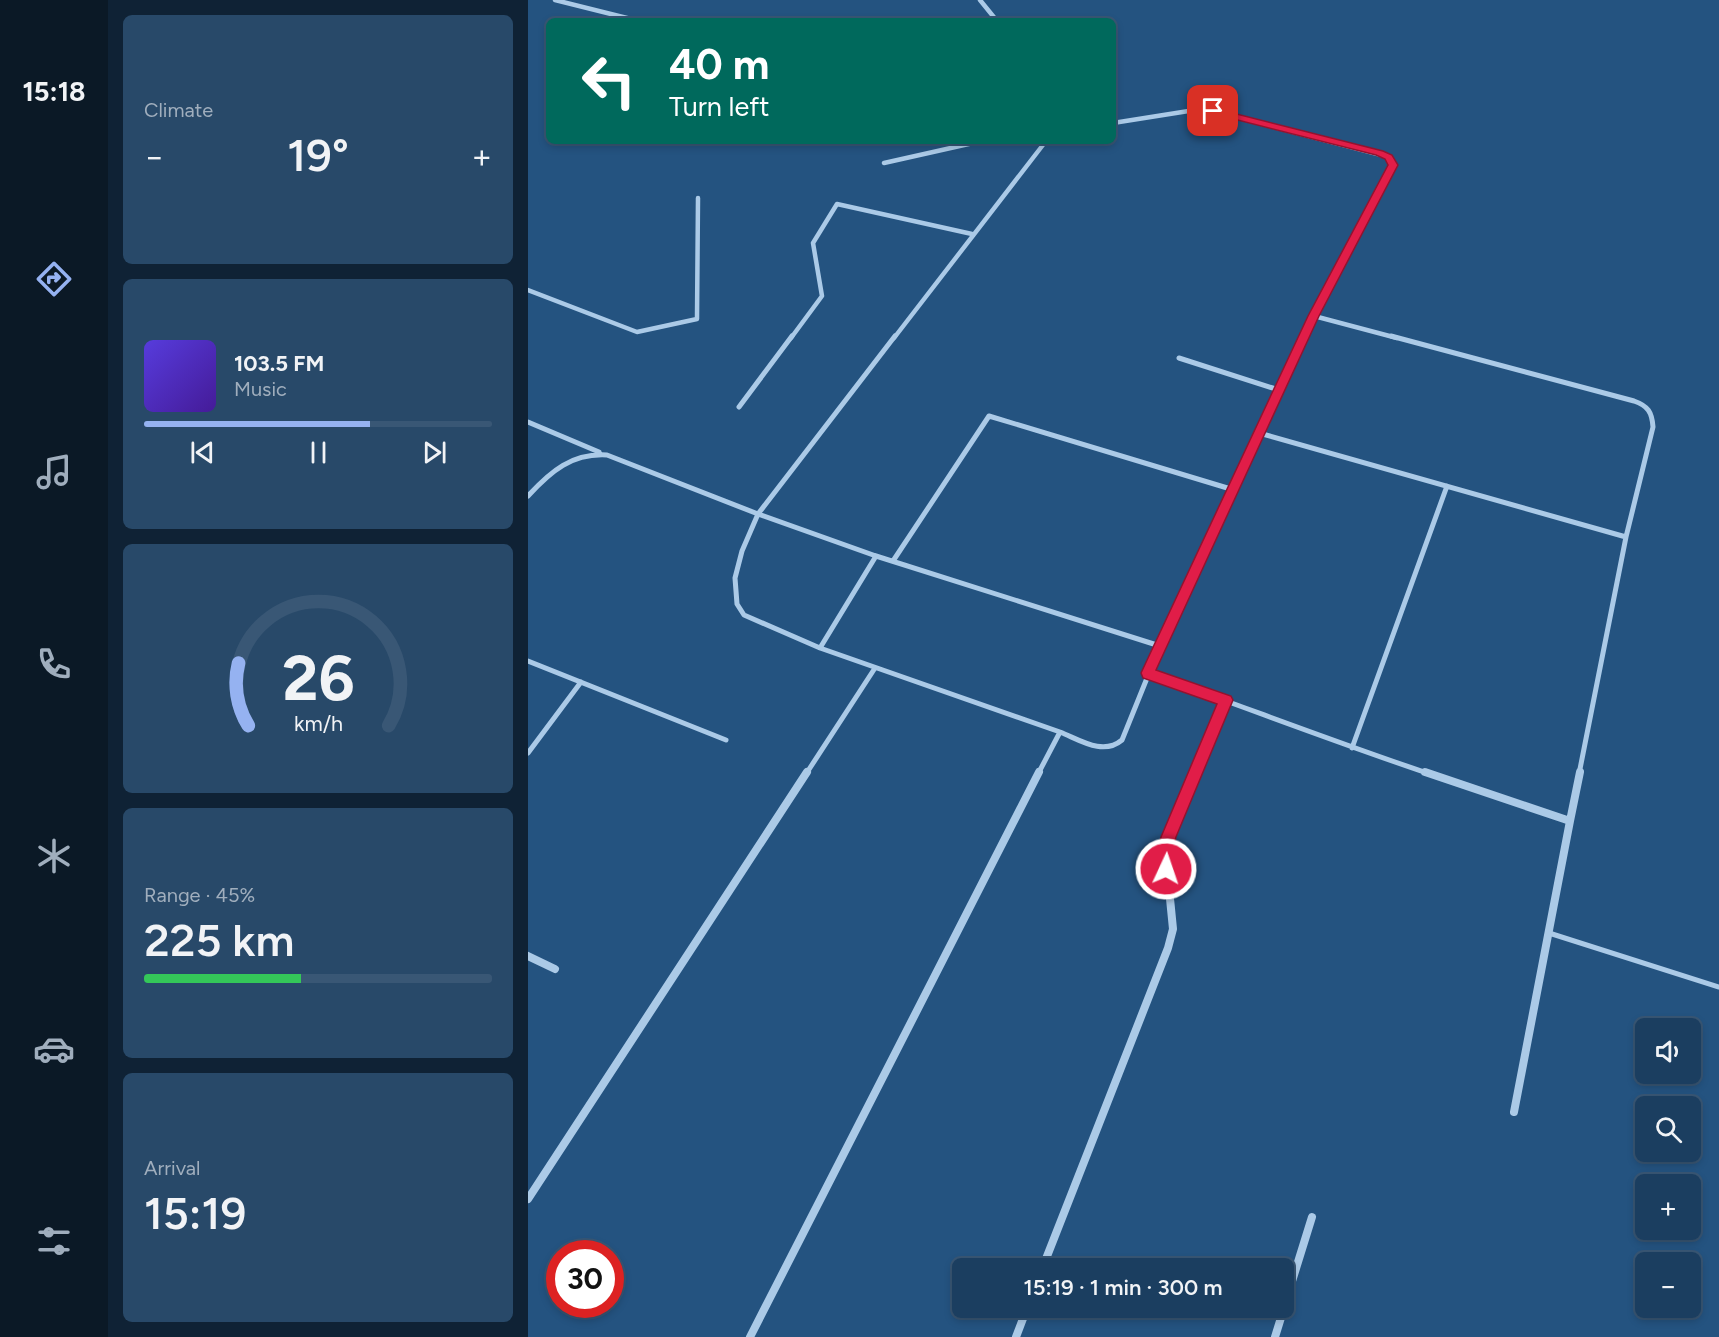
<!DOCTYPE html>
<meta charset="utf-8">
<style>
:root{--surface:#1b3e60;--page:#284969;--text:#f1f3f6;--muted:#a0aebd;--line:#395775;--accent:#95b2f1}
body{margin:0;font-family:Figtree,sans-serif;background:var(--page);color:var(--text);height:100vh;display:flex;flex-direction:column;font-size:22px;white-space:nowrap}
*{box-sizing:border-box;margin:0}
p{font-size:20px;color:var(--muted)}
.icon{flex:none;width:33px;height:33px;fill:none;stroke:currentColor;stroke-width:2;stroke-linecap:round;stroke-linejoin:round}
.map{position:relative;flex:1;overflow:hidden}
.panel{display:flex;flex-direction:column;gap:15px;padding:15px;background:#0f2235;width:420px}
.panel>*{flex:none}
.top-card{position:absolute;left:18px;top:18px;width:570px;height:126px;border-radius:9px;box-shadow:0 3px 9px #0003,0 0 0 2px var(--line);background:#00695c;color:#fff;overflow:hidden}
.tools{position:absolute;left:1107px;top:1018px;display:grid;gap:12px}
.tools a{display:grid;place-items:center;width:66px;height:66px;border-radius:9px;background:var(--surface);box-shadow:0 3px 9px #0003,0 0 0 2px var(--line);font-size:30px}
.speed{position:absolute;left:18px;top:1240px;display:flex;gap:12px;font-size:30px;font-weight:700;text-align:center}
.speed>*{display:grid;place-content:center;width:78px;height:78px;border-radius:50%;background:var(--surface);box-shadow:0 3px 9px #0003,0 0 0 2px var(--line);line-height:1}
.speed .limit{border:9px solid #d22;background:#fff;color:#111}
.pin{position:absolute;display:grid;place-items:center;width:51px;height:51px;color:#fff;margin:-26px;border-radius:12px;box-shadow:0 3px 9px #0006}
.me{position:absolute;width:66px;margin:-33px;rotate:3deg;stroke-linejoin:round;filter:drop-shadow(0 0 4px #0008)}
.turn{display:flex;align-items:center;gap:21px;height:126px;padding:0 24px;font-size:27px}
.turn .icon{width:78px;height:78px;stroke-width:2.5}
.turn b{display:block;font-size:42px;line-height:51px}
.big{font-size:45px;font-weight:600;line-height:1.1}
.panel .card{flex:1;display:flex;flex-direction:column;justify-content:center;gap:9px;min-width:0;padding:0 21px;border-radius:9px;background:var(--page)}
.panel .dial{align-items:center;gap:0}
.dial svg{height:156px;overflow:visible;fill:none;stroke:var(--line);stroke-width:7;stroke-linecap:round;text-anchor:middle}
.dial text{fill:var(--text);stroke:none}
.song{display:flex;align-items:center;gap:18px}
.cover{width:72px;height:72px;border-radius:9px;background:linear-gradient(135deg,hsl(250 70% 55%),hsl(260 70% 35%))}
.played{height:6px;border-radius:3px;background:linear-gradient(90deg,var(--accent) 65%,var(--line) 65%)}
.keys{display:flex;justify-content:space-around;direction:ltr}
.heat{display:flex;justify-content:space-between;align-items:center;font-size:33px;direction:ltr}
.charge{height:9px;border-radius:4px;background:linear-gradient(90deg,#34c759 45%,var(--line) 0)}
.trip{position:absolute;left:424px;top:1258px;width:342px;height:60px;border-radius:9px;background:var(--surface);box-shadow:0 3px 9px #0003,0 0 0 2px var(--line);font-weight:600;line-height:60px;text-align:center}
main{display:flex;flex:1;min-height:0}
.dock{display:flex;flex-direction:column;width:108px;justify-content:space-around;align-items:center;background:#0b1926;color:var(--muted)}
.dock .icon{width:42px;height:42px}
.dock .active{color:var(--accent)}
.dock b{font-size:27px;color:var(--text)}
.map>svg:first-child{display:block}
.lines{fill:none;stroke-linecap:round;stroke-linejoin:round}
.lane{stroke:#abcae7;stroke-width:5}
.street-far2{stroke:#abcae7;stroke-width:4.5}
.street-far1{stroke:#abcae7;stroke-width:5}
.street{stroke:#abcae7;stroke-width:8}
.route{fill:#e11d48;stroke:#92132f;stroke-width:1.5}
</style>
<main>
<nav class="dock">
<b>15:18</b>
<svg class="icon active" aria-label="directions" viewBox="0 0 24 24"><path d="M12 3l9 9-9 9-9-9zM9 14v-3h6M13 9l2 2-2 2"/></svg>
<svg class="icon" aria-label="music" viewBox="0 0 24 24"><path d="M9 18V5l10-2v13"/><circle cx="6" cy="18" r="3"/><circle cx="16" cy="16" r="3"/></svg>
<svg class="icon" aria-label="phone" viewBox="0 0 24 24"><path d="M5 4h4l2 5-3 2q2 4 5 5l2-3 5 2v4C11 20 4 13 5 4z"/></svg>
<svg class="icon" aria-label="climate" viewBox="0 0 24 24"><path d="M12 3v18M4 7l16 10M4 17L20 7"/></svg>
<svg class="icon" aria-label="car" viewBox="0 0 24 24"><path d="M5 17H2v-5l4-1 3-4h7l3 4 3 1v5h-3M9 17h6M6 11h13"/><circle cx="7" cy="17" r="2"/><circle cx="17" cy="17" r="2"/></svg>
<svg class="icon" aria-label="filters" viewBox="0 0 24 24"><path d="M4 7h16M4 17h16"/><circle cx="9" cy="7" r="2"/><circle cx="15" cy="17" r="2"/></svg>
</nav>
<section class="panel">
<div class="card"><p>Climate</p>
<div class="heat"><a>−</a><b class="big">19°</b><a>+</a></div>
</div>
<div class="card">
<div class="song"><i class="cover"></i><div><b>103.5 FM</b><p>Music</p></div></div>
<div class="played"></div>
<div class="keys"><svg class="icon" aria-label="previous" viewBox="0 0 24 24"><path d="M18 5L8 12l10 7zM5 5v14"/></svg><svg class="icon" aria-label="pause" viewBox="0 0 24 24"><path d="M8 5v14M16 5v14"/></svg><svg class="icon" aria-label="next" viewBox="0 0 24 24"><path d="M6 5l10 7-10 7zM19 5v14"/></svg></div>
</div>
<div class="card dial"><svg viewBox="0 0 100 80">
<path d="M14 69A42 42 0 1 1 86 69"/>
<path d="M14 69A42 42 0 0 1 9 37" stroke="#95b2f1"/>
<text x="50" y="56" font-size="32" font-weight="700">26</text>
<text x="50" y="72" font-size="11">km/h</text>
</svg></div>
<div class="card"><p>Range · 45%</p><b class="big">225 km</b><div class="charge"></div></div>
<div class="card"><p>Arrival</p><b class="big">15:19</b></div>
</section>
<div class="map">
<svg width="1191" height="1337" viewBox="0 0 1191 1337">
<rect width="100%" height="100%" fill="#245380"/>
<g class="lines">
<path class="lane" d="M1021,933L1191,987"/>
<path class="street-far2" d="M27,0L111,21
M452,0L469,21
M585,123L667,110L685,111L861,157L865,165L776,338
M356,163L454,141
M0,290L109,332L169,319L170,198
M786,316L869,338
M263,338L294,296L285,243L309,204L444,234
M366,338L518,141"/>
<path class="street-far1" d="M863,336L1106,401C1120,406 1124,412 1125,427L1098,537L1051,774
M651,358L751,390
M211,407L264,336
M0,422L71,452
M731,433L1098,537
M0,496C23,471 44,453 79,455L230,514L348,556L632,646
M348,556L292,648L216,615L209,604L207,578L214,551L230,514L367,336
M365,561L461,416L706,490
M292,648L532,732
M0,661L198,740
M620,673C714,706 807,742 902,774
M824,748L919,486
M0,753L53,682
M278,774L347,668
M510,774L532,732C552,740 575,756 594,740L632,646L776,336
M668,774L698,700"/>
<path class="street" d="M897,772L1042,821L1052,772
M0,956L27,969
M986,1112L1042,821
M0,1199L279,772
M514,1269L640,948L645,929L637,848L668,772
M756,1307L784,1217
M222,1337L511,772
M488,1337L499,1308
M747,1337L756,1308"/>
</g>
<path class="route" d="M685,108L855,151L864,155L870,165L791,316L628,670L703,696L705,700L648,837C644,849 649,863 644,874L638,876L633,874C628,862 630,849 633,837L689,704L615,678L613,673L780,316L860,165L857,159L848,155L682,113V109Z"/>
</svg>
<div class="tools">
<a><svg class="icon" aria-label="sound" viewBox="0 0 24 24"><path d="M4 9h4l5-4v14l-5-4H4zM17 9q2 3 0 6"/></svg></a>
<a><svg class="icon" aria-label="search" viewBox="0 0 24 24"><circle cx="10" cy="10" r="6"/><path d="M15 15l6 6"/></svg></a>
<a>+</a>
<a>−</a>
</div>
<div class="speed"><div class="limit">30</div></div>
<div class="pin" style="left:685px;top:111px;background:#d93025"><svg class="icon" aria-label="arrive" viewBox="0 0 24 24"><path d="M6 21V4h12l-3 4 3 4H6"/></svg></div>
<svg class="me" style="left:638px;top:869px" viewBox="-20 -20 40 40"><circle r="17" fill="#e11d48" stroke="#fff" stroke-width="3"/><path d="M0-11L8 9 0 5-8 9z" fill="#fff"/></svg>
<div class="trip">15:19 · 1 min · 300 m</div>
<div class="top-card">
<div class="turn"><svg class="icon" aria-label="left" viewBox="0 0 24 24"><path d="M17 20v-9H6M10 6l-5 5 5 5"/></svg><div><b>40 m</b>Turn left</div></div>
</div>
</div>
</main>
○ ○ ○
▶ WHAT YOU SHOULD DO
Copy every line that includes the string "hidden" from the material above.

▶ OUTPUT BELOW
.map{position:relative;flex:1;overflow:hidden}
.top-card{position:absolute;left:18px;top:18px;width:570px;height:126px;border-radius:9px;box-shadow:0 3px 9px #0003,0 0 0 2px var(--line);background:#00695c;color:#fff;overflow:hidden}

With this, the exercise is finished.